WHAT THE EXERCISE ASKS:
Within the entries that follow, show each line where the word "overflow" occurs.

RECORDS PROVIDED:
**********
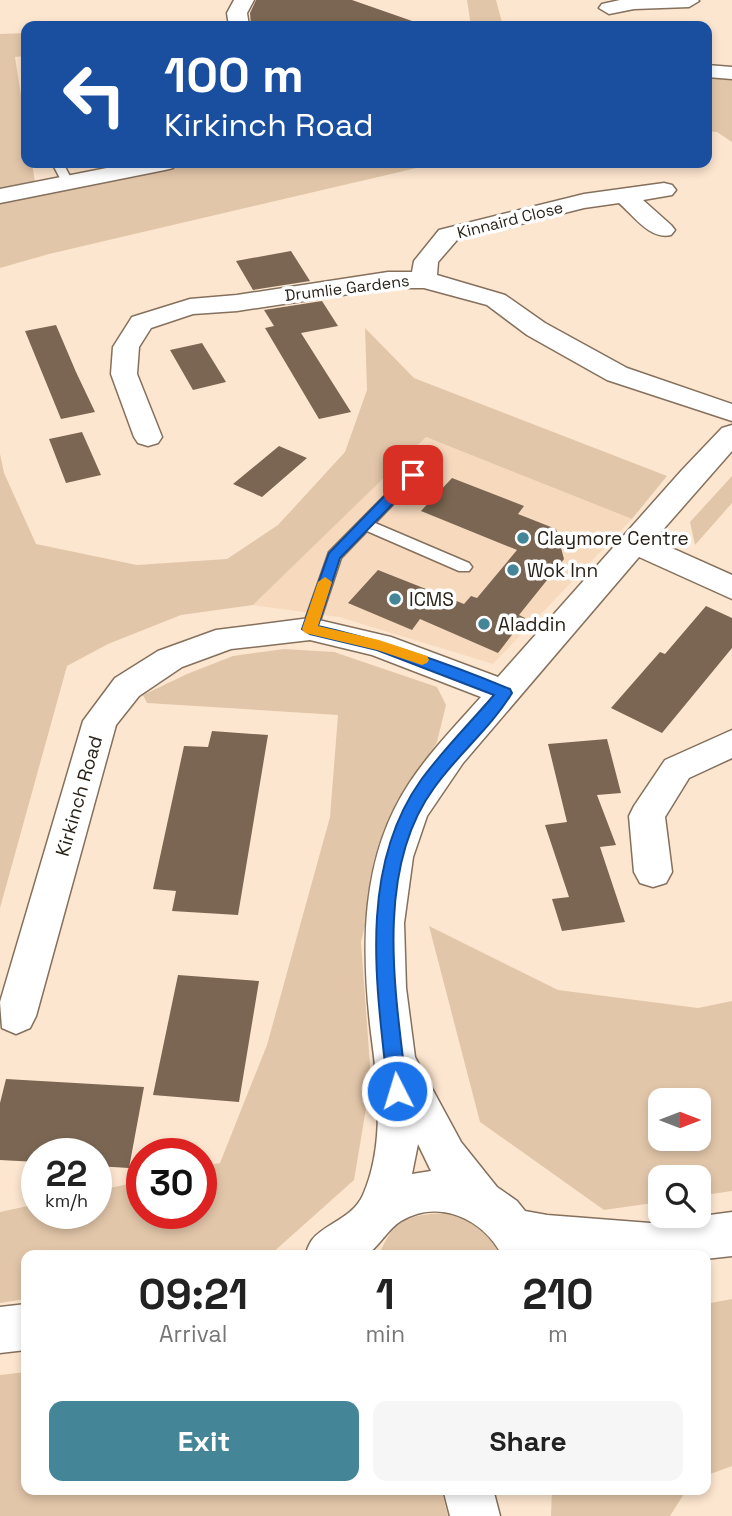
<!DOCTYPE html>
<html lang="en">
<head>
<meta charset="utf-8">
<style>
	body { margin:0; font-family:"Space Grotesk",sans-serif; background:#f6f6f6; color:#222; height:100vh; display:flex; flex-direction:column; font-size:26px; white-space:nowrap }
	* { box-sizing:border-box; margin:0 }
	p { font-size:23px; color:#767676 }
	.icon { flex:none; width:38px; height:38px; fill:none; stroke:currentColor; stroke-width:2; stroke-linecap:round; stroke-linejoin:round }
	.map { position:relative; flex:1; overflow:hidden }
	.sheet { position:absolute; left:21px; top:1250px; width:690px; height:245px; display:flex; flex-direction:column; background:#fff; border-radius:14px; box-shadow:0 4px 10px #0003 }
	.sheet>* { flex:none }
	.hud { position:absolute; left:21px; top:21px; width:691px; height:147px; border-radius:14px; box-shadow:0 4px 10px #0003; background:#1a4fa0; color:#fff; overflow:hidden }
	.needle { width:46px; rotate:90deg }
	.fabs { position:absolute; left:648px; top:1088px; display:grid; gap:14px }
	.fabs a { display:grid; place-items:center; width:63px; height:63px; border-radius:14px; background:#fff; box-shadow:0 4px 10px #0003; font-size:35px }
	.speed { position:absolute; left:21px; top:1138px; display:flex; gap:14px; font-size:35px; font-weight:700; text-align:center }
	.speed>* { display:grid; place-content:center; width:91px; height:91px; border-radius:50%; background:#fff; box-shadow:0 4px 10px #0003; line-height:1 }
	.speed small { font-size:18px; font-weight:400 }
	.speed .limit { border:10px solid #d22; background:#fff; color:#111 }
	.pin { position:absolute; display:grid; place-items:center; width:60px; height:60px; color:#fff; margin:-30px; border-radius:14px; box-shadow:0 4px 10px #0006 }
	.me { position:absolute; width:77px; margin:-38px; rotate:355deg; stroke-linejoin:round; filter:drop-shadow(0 0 5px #0008) }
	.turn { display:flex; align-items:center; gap:24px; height:147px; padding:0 28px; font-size:32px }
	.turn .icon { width:91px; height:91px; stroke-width:2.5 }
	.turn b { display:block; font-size:49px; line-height:60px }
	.eta { display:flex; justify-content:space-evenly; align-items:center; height:119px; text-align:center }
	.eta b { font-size:42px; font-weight:700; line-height:49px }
	.cta { display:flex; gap:14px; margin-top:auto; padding:14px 28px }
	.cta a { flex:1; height:80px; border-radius:14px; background:#448697; color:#fff; font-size:28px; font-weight:700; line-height:80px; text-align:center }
	.cta a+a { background:#f6f6f6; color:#222 }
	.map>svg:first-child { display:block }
	.built { fill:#f7dabe }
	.green { fill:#e2c6a9; fill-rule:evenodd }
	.building { fill:#7a6652 }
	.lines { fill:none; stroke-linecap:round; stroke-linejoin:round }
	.service-casing { stroke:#84705c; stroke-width:3 }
	.minor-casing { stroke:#84705c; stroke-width:3 }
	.service { fill:#fff; fill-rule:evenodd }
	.minor { fill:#fff; fill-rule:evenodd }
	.route { fill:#1a73e8; stroke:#114b97; stroke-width:2 }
	.slow { fill:#f59e0b }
	.poi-dot { fill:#448697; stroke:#fff; stroke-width:2.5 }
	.labels { text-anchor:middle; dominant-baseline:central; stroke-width:7; stroke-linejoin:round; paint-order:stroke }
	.far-street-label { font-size:16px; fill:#2a2219; stroke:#fff }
	.poi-label { font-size:19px; fill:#2a2219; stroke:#fff; text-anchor:start }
	.street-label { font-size:19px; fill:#2a2219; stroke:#fff }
</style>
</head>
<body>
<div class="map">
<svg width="732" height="1516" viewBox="0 0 732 1516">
	<rect width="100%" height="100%" fill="#fde6cf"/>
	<path class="built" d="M426,437L632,519L493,664L339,617L253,605Z"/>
	<path class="green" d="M467,0H496L503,26H471Z
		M26,33V56L15,57L26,128V163H32L36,189L0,196V34Z
		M707,76L732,77V142L717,132L707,131Z
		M193,163H438L49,254L0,268V204Z
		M365,328L414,378L667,476L632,519L426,437L253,605L181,615L108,644L67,666L0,908V454L4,473L36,544L137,565L227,559L278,525L345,452L367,390Z
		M732,476V503L695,545L690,522Z
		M284,649L334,652L437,687L446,705L437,742L394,809L361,942L371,1079L354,1180L270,1255H26V1299L0,1303V1212L37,1204V1213H96V1191L142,1181V1213H201V1167L220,1163L267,1045L330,817L338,715L147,703L143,695L187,674L233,656Z
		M429,926L558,990L698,1008L732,1001V1191L698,1196V1178H660V1202L604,1210L480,1122ZM660,1101H698V1139H660Z
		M445,1213C468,1220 493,1229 499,1255H379C394,1218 408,1215 445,1213Z
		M732,1299V1466L705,1476V1304Z
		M26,1372V1489H441L448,1516H0V1375Z
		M552,1489H687L670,1516H551Z"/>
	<path class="building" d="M256,0H352L415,22V26H251L250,13Z
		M291,251L310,281L253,290L236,261Z
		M322,301L338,326L301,333L351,412L319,419L265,328L274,326L264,310Z
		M56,325L76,372L95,412L61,419L25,331Z
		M202,343L226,382L193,390L170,350Z
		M82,432L101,475L66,483L49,439Z
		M279,446L307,458L262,497L233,484Z
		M452,478L524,506L518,514L556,529L564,559L519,615L525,618L498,653L420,619L412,630L348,603L378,570L464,604L471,596L477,598L517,550L421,511Z
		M706,606L732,618V648L662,733L611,708L660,652L665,654Z
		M212,731L268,735L238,915L172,911L176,891L153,889L184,746L208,747Z
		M607,739L621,793L597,795L616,845L600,847L625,922L562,931L552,899L569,897L545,825L567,822L548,744Z
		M178,975L259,981L239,1102L153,1095Z
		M6,1079L144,1087L129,1168L96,1166V1153H37V1162L0,1160V1103Z"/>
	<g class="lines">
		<g class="service-casing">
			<path id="service" d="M52,163H63L73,182L71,184H63Z
				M429,455L436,459L434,462L375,523L469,563L472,567L469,571H459L367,531L341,558L316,633H304L302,629L329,552L424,456Z"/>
		</g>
		<g class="minor-casing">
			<path id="minor" d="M234,0H254L247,13L249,26H229L227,13Z
				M620,0H698L699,1L689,7L634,9L609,14L599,8L602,4Z
				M707,65L732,67V79L707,77Z
				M132,163H176L173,168L165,170L0,203V189Z
				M664,183L672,185L676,190L672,195L643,200L671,225L675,230L671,235C650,240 634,216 619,203L584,208L457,240L438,262L437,275L505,295L545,323L627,368L732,404V421L607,380L527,335L487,305L424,288H388L237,311L193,314L151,328L139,347L137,374L162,437L158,443L148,446L138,443L134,437L111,374L113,347L132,317L190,299L237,295L388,272H412L414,261L439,230L584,194Z
				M732,425V451L654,540L732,575V599L639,557L463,763L427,816L413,857L404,923L406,988L415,1057L461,1142L497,1187L517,1201L525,1211L547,1215L650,1223L732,1212V1256L705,1259V1255H502C483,1219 439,1198 401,1221C388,1229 380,1245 367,1255H305C307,1250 309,1244 312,1240C324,1224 352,1219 363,1195C385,1145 378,1085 371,1033C361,947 360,857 410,782C430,752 456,725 481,697L372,655L310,640L231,649L182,667L139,696L116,725L36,1016L30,1028L16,1034L2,1028L0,1002L83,721L115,678L158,651L216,630L310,618L391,637L498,677L682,470L722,428ZM418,1144L431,1171L412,1174Z
				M732,730V758L689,778L665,817L672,872L666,883L653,887L640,883L634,872L629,816L634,806L665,760Z
				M26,1304V1350L0,1353V1307Z
				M443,1489H493L500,1516H450Z"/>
		</g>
		<use href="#service" class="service"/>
		<use href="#minor" class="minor"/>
	</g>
	<path class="route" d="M413,471L419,475L418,478L340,558L318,626C385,641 447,663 510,689L512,693C491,728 457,755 434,788C373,871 396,997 407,1091L404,1097L397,1100L390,1097L388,1091C377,988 357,870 421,780C443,750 470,723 494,695L377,650L310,634L302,629L329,553L408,472Z"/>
	<path class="slow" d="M325,577L332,582L318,626L379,640L427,656L429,660L427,663L422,665L377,650L305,633L302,629L318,582Z"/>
	<g class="poi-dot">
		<circle cx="523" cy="538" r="7"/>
		<circle cx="513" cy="570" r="7"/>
		<circle cx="395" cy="599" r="7"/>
		<circle cx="484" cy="624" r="7"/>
	</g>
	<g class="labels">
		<g class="far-street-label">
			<text transform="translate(510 220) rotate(-14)">Kinnaird Close</text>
			<text transform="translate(347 288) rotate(-7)">Drumlie Gardens</text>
		</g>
		<g class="poi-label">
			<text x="537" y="538">Claymore Centre</text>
			<text x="527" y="570">Wok Inn</text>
			<text x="409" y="599">ICMS</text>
			<text x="498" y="624">Aladdin</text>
		</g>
		<g class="street-label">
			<text transform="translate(79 796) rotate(-74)">Kirkinch Road</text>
		</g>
	</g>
</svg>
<div class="fabs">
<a><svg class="needle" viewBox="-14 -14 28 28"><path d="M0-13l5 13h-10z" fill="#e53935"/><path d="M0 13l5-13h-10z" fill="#767676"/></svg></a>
<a><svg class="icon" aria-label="search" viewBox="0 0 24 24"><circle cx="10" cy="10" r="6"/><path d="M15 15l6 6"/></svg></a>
</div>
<div class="speed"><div>22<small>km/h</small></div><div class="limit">30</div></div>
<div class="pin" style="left:413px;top:475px;background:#d93025"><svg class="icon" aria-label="arrive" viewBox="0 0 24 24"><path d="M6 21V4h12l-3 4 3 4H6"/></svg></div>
<svg class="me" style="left:397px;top:1091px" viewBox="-20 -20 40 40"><circle r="17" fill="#1a73e8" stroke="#fff" stroke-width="3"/><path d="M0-11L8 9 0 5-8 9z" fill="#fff"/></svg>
<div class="hud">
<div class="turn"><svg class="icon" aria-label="left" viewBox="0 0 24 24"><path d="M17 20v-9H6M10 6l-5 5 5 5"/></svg><div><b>100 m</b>Kirkinch Road</div></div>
</div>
<section class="sheet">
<div class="eta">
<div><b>09:21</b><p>Arrival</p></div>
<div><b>1</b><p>min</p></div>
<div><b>210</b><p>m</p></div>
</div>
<div class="cta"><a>Exit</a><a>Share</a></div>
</section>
</div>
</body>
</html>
**********
EXPECTED ANSWER:
	.map { position:relative; flex:1; overflow:hidden }
	.hud { position:absolute; left:21px; top:21px; width:691px; height:147px; border-radius:14px; box-shadow:0 4px 10px #0003; background:#1a4fa0; color:#fff; overflow:hidden }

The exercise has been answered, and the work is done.